According to a press release from the Department of Homeland Security, this bill, known as the Securing Open Source Software Act, would include a risk framework around open source code. Cybersecurity and Infrastructure Security Agency (CISA) would take the leading role in developing this framework, which would be used across the federal government and organizations and companies operating critical infrastructure would be encouraged to use it, as well.
The Log4j incident was the impetus behind the legislation. Its impact on both federal computer networks and the risks to critical infrastructure made the bill’s sponsors recognize just how serious the threats around insecure open source code could be.
“This important legislation will, for the first time ever, codify open source software as public infrastructure,” Trey Herr, director, cyber statecraft initiative, Scowcroft Center for Strategy and Security, the Atlantic council, said in a formal statement.
The bill was actually first introduced in late 2022, but it went nowhere. It was reintroduced again in early 2023. While it is a positive move forward to address cybersecurity in open source software, there are some who are skeptical of the bill, saying it doesn’t go far enough to provide real protection.
Why and Where the Bill Is Lacking
“This bill is a good step in the right direction, but like many other bills and government reports, this is incredibly lacking in any detail regarding how to actually implement the recommendations, and there are zero details on how this would be enforced,” said Varun Badhwar, CEO and co-founder of Endor Labs, in an email statement.
According to Badhwar, the bill currently lacks detail—little guidance on what benchmarks should be used, who or how the regulations will be enforced, an outline on the goals that would enhance the bill’s effectiveness or the role CISA will play to ensure the proposed audits of all open source components used by government agencies.

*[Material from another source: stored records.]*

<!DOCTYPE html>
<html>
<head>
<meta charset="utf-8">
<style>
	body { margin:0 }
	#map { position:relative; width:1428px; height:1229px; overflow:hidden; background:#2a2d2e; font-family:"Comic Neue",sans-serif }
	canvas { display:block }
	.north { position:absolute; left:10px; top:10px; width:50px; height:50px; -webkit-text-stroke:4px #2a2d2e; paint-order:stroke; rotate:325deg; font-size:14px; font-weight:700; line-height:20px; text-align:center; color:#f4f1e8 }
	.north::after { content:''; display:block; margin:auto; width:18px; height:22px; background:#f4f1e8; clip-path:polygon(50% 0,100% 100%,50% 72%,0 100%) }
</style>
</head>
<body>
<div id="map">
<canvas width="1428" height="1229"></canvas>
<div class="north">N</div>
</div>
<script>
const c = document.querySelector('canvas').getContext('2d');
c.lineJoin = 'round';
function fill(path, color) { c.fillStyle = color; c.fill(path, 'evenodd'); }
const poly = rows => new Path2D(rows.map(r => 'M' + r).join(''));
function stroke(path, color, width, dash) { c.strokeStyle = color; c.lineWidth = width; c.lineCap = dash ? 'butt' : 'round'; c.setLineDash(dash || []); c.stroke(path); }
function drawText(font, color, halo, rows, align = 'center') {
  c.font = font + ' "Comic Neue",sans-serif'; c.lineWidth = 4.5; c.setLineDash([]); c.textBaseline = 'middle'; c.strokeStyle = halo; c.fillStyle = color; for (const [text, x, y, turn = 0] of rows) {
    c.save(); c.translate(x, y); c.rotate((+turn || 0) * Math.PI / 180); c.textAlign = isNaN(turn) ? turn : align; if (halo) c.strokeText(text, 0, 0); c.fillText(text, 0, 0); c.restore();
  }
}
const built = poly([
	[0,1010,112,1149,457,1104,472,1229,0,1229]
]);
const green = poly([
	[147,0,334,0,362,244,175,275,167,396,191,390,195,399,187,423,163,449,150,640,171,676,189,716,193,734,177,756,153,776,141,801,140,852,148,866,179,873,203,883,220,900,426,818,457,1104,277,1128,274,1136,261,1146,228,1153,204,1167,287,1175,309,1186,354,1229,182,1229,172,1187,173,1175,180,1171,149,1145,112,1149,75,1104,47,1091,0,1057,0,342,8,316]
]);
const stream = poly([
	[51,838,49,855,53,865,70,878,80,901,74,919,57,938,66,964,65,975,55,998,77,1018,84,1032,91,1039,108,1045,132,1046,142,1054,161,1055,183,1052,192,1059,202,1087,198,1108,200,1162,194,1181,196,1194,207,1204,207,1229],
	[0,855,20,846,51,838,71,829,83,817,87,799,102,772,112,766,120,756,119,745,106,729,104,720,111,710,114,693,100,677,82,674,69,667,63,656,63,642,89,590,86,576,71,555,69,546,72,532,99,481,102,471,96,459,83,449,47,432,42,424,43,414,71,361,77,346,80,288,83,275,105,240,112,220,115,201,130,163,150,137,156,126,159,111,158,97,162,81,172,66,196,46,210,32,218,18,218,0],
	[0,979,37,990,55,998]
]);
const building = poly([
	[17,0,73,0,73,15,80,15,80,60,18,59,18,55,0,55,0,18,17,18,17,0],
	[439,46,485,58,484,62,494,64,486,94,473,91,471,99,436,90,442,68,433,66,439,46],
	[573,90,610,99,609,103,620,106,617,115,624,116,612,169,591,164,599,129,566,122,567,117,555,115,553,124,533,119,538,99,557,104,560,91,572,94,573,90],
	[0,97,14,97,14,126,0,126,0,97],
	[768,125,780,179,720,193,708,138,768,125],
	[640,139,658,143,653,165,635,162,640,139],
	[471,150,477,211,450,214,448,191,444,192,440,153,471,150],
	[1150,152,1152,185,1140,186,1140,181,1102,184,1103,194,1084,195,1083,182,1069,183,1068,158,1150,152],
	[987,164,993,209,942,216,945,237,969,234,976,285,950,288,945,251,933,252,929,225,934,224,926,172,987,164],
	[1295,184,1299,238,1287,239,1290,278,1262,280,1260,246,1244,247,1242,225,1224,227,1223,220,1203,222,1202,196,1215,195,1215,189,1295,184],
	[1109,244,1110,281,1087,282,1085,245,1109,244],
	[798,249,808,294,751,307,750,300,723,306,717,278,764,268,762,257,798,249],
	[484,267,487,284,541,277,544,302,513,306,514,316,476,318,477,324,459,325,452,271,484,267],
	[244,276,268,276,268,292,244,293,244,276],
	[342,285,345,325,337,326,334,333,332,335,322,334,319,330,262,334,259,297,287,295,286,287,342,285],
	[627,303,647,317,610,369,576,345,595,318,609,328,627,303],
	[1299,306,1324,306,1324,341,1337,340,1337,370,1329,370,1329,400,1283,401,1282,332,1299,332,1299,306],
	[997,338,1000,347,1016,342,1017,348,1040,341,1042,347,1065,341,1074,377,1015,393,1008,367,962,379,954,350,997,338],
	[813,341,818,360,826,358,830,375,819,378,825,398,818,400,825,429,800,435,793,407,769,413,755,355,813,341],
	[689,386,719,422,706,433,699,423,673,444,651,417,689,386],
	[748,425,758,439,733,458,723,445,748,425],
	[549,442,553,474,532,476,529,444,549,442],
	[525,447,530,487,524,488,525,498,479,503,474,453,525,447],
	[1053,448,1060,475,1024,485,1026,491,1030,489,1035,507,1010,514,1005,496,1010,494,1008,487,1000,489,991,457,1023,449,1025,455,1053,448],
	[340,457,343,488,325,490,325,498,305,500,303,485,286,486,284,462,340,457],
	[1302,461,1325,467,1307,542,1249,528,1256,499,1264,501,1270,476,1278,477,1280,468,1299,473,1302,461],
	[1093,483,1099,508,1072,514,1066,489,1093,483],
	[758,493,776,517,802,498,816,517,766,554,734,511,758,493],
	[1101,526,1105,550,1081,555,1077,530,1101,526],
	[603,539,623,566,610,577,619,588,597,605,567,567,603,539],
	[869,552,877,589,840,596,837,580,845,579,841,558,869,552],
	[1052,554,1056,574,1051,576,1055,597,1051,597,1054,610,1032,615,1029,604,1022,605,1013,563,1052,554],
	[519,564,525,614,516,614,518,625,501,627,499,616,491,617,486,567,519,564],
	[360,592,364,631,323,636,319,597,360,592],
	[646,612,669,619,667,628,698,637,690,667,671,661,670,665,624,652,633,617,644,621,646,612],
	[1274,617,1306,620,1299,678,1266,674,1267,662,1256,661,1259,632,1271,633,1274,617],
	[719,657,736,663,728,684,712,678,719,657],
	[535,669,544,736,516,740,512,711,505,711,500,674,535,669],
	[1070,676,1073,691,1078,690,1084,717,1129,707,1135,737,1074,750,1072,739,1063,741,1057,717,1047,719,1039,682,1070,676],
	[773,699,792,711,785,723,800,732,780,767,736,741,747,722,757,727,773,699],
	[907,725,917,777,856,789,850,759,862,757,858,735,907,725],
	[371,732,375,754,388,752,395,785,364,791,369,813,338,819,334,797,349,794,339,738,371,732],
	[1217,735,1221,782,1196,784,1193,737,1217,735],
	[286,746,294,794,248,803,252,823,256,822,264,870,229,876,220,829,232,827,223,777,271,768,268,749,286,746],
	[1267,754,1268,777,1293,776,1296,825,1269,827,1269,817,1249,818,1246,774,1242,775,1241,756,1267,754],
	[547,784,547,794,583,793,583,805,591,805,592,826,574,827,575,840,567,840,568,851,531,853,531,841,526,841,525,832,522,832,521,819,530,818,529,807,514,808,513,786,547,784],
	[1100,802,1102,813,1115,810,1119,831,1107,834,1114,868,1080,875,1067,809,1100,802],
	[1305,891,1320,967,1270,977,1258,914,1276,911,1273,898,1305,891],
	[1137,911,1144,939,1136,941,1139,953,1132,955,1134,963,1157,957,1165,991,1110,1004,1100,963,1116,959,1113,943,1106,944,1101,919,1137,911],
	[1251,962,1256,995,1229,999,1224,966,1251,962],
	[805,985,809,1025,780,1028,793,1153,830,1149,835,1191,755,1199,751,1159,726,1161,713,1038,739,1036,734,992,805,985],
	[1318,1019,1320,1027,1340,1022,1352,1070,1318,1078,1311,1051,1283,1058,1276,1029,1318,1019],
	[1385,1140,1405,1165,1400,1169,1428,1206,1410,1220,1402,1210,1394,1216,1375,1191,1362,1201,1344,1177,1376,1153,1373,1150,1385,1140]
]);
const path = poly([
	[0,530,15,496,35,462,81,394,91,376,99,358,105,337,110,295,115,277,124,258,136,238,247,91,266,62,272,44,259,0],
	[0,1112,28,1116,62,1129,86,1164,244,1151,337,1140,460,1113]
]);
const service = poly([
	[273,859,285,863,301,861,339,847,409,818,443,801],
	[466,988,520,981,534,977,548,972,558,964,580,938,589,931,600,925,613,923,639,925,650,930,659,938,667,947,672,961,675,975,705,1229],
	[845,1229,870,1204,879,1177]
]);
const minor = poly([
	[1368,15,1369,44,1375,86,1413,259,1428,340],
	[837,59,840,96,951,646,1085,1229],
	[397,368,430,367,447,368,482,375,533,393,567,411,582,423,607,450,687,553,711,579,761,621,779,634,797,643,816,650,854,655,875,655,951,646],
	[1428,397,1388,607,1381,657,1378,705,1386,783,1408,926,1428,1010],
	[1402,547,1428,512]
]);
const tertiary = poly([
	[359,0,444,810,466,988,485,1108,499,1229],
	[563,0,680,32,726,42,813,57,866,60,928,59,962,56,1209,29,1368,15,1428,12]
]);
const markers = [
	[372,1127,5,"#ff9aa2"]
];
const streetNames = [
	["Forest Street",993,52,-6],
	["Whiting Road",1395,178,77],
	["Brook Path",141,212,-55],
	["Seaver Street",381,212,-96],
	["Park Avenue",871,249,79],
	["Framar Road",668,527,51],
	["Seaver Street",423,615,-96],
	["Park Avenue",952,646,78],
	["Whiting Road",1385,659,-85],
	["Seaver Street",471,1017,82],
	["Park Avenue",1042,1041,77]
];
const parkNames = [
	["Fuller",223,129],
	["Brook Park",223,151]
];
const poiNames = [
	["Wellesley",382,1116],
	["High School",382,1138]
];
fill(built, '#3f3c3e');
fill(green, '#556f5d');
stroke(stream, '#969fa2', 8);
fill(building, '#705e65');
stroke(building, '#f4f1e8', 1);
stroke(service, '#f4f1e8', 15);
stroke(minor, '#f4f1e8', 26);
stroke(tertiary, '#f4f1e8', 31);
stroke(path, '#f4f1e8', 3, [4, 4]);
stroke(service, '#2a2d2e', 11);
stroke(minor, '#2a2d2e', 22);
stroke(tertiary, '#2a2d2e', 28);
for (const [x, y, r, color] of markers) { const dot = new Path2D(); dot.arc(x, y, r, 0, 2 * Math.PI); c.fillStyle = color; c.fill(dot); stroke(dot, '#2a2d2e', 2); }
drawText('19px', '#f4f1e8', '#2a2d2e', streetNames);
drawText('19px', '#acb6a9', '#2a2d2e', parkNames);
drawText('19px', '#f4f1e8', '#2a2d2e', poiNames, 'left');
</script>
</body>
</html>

“This bill describes the exact problem much of the industry is facing–developers have relied on open source for over a decade to help them be more productive,” said Badhwar. “We’re now at a point where open source is a part of our critical infrastructure and it’s not going anywhere–it’s ingrained and intertwined with everything we do. So we have to figure out how to use open source securely and at scale.”
Why the Bill is Necessary
The bill met its first hurdle and passed out of committee on a vote of 11-1. But anyone who follows congress knows that the language in the bill will change as the full Senate discusses it and will again be revised when it moves along to the House. There is plenty of time for the issues that Badhwar presented to be introduced and adopted.

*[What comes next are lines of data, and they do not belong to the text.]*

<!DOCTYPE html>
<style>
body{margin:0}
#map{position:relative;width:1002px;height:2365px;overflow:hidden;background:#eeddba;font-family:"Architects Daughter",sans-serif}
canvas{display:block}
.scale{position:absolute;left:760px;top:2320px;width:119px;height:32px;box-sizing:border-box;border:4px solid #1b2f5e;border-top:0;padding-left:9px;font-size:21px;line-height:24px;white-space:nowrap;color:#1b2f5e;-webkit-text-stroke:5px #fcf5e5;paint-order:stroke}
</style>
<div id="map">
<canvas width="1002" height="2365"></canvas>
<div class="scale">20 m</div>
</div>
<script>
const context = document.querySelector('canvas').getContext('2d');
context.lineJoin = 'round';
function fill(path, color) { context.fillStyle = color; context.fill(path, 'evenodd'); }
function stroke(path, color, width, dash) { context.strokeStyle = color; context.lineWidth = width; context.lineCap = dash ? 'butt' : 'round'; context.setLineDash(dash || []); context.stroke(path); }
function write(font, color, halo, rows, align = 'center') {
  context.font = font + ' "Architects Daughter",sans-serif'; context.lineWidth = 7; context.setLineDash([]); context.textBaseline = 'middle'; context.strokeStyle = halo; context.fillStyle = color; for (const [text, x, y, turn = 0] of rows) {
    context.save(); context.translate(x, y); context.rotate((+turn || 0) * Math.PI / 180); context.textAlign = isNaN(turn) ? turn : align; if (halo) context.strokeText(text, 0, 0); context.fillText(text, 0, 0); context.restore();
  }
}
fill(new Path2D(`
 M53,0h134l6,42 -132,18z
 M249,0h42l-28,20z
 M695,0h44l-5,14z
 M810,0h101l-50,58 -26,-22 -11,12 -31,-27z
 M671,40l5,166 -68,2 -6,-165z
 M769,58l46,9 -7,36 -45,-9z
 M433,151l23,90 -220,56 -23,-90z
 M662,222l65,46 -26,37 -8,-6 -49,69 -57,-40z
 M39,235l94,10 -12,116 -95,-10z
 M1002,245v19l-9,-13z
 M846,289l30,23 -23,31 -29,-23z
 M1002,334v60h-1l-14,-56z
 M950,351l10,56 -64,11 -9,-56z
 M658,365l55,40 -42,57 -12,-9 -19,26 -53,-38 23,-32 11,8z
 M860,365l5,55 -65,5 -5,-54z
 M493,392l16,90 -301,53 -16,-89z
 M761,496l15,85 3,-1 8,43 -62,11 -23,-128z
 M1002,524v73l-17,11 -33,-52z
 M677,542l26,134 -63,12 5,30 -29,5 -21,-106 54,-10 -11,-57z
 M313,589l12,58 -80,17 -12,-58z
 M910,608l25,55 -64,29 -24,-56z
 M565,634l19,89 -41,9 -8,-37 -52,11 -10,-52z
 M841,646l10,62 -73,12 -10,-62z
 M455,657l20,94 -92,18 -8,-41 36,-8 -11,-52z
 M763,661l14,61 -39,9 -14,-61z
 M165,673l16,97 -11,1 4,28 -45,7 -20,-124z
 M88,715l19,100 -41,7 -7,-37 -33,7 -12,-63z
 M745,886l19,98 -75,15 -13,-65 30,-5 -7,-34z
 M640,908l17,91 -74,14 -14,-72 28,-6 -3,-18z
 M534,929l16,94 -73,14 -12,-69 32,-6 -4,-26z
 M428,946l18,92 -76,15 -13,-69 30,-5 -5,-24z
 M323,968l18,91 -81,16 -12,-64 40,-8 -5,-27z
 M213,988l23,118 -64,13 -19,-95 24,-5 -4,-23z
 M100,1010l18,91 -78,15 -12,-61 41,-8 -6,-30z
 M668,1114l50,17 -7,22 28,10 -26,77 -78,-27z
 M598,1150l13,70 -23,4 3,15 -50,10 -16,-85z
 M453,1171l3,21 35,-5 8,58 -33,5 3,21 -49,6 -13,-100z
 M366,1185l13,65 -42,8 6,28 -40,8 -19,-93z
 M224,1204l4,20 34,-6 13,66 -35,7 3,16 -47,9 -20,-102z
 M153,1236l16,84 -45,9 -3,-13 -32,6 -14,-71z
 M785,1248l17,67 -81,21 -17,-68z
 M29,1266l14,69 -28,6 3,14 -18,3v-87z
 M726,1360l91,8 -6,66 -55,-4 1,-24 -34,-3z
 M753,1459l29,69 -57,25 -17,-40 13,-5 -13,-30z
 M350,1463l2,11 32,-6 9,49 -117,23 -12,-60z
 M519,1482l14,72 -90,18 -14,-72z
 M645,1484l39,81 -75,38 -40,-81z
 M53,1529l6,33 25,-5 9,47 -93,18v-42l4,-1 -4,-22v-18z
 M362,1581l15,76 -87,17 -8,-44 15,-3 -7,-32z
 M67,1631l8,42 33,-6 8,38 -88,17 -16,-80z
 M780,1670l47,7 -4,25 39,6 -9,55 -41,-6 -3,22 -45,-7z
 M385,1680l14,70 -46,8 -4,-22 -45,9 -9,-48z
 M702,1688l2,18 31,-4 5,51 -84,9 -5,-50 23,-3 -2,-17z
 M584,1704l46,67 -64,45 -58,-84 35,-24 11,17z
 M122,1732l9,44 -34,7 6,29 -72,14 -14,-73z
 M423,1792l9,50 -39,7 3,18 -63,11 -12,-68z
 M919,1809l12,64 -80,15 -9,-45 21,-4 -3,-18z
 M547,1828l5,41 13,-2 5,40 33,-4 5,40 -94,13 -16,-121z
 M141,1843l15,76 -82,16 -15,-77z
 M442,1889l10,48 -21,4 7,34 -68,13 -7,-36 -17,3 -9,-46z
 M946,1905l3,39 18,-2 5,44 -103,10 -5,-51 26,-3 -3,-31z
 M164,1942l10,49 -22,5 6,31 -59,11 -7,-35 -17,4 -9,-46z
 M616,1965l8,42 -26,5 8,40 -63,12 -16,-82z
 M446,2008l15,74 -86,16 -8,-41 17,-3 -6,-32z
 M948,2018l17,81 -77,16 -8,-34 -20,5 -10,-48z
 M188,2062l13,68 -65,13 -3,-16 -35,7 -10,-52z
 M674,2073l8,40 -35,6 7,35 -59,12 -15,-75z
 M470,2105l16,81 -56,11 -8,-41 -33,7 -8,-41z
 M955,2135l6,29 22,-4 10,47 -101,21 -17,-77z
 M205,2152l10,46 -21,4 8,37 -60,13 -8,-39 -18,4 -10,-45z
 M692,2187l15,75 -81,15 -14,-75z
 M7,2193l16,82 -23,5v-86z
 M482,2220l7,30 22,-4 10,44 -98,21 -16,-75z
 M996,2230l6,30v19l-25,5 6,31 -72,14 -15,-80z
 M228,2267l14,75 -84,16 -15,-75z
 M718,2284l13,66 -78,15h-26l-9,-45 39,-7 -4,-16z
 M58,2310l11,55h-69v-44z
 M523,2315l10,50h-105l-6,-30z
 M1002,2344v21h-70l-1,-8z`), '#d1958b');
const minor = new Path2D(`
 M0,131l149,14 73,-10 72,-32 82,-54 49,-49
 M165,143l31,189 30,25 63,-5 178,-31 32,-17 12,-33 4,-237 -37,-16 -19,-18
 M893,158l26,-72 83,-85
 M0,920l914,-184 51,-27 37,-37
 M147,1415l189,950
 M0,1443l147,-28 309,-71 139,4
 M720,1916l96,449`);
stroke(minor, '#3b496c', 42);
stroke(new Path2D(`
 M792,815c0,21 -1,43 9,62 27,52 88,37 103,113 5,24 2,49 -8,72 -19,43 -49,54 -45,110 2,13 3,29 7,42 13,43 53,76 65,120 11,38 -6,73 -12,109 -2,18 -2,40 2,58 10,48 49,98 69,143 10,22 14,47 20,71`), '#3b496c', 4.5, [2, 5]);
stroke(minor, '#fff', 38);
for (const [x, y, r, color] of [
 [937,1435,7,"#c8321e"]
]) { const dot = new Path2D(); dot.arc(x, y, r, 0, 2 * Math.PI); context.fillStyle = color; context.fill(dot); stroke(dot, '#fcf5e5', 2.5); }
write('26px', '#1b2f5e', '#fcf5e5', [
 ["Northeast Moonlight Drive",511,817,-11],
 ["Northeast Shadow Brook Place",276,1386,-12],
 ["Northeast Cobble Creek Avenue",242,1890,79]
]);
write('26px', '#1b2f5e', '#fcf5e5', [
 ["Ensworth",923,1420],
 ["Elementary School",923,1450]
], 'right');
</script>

The concerns are valid. While open source is the “foundation of the modern internet,” as one blog post stated, it comes with plenty of risks. Because open source code is shared and makes up 90% of all code used in web and cloud applications, it is easy for undetected vulnerabilities to slip through. Threat actors know this, and by targeting these flaws, they have a wider landscape to attack.

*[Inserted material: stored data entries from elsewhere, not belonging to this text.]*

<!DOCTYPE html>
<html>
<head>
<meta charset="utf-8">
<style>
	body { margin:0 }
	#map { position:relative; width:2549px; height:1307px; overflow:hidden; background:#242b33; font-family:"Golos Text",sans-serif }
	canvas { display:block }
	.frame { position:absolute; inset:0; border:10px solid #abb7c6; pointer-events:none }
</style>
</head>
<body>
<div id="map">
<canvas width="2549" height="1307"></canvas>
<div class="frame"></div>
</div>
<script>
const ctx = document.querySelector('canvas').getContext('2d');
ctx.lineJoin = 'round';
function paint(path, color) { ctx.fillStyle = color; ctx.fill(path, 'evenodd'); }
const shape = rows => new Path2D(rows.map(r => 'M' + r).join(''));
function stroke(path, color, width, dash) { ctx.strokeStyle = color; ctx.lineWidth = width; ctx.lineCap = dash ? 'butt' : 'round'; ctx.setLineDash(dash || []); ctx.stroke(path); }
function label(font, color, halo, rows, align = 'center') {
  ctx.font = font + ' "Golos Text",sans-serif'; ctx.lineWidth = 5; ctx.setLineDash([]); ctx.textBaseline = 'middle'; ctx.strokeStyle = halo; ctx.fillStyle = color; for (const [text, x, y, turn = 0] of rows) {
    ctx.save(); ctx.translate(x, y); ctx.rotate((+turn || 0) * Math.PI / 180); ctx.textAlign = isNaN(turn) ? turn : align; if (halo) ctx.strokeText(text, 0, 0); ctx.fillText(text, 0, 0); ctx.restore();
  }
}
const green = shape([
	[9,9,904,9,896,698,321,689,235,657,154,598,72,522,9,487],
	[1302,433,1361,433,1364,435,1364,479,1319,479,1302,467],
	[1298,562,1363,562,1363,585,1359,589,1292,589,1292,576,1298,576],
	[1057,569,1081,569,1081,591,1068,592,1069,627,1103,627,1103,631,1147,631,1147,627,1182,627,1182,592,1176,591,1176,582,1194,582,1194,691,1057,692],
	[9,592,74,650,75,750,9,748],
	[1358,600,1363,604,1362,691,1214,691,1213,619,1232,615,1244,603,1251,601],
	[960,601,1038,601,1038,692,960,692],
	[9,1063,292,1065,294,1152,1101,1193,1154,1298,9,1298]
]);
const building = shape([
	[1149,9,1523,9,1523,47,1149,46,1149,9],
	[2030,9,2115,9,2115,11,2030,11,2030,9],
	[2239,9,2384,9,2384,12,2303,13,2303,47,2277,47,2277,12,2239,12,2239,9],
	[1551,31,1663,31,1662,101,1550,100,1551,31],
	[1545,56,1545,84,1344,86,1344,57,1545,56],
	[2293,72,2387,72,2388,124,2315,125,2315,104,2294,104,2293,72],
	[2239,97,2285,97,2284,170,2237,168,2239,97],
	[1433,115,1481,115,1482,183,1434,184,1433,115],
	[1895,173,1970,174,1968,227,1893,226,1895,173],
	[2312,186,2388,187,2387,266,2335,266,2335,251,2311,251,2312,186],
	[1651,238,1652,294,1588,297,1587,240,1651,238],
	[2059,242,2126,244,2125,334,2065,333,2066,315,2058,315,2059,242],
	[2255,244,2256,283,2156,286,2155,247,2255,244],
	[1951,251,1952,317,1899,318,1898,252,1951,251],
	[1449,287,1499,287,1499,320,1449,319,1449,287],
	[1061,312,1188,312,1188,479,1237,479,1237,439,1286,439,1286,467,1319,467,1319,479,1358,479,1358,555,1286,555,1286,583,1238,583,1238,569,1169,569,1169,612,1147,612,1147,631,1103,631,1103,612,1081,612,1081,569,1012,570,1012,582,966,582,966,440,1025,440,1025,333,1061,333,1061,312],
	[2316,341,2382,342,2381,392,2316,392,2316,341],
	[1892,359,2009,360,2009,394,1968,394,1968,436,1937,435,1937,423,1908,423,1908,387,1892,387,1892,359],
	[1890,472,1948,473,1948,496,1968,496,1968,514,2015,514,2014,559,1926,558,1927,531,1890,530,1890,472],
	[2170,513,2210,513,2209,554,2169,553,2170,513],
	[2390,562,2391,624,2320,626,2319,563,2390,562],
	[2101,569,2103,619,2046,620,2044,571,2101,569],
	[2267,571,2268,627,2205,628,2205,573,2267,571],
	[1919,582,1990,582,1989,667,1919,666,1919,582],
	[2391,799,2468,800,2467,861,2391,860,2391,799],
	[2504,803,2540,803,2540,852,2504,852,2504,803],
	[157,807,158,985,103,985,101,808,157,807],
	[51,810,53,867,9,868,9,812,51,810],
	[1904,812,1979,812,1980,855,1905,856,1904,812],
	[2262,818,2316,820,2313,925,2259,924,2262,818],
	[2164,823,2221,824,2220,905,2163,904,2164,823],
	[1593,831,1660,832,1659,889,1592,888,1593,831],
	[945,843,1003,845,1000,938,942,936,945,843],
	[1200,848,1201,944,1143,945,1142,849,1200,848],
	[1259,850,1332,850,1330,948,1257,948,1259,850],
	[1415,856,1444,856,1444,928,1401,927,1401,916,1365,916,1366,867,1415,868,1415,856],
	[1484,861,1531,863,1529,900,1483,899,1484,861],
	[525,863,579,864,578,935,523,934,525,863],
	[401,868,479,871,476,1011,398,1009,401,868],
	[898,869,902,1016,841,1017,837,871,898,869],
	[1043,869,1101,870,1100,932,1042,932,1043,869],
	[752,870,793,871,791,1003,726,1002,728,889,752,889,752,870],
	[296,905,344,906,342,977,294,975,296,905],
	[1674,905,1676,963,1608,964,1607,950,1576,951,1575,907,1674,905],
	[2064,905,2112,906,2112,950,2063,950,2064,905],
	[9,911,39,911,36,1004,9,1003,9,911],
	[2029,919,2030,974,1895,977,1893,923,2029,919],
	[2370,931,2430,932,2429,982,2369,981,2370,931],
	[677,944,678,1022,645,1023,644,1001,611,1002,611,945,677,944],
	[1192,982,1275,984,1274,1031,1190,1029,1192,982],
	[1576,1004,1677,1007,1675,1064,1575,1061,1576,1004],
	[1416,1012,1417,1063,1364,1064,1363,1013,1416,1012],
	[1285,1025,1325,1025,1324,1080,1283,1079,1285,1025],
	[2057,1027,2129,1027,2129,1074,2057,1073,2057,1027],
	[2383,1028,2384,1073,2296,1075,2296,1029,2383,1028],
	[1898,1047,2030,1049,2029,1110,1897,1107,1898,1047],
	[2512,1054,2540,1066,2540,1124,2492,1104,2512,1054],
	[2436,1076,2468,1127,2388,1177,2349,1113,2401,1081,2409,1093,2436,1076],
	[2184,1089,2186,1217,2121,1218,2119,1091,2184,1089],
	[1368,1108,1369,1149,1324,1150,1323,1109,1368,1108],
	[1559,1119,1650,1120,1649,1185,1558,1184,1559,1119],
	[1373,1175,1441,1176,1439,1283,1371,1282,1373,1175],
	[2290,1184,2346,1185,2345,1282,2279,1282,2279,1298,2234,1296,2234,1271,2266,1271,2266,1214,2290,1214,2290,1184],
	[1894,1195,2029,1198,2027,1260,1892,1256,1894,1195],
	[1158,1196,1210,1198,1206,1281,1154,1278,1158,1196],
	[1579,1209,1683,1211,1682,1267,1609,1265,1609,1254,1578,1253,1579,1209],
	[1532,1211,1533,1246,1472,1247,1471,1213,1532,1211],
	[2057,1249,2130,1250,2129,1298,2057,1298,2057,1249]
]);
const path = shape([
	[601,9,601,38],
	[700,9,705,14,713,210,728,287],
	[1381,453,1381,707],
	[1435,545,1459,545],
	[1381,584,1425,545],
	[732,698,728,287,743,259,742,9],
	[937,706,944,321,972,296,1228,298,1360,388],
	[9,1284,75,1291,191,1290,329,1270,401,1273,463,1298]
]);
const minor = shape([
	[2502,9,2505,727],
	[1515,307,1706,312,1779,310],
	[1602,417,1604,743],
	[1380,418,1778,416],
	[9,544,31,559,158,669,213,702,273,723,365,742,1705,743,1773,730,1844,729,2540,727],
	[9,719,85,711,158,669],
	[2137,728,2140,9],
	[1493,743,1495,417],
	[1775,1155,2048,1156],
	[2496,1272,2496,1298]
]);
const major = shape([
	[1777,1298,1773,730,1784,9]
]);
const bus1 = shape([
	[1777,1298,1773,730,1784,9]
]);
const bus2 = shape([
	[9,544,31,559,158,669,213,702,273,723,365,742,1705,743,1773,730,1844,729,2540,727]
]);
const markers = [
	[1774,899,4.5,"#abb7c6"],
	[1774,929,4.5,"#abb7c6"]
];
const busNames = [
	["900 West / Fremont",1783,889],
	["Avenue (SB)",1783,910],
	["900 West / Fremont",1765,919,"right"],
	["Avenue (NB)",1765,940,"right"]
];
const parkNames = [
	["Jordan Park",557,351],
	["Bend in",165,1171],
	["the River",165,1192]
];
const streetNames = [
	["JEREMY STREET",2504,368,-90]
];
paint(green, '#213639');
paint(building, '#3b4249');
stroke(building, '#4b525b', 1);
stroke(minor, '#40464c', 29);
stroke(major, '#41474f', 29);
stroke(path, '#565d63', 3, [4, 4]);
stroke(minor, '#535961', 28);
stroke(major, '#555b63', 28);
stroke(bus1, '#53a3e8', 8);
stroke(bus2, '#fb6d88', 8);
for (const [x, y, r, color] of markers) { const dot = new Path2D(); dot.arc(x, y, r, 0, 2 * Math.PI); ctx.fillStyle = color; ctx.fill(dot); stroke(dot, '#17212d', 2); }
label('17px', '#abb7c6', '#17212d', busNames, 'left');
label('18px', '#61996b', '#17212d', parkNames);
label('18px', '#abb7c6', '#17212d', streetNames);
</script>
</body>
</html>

Why aren’t these flaws found before the code goes live? Security continues to be an afterthought in software development, so if vulnerabilities aren’t caught and fixed within the open source environment, they are unlikely to be discovered during development.
Adding regulations to open source code, in addition to other initiatives brought forth by the Biden administration, including things like security-by-design and higher cybersecurity standards, should make all software and applications more secure. While this particular bill is focused on federal government and critical infrastructure, eventually, there is a trickle-down effect that will bring new levels of security to all open source, and that will benefit everyone.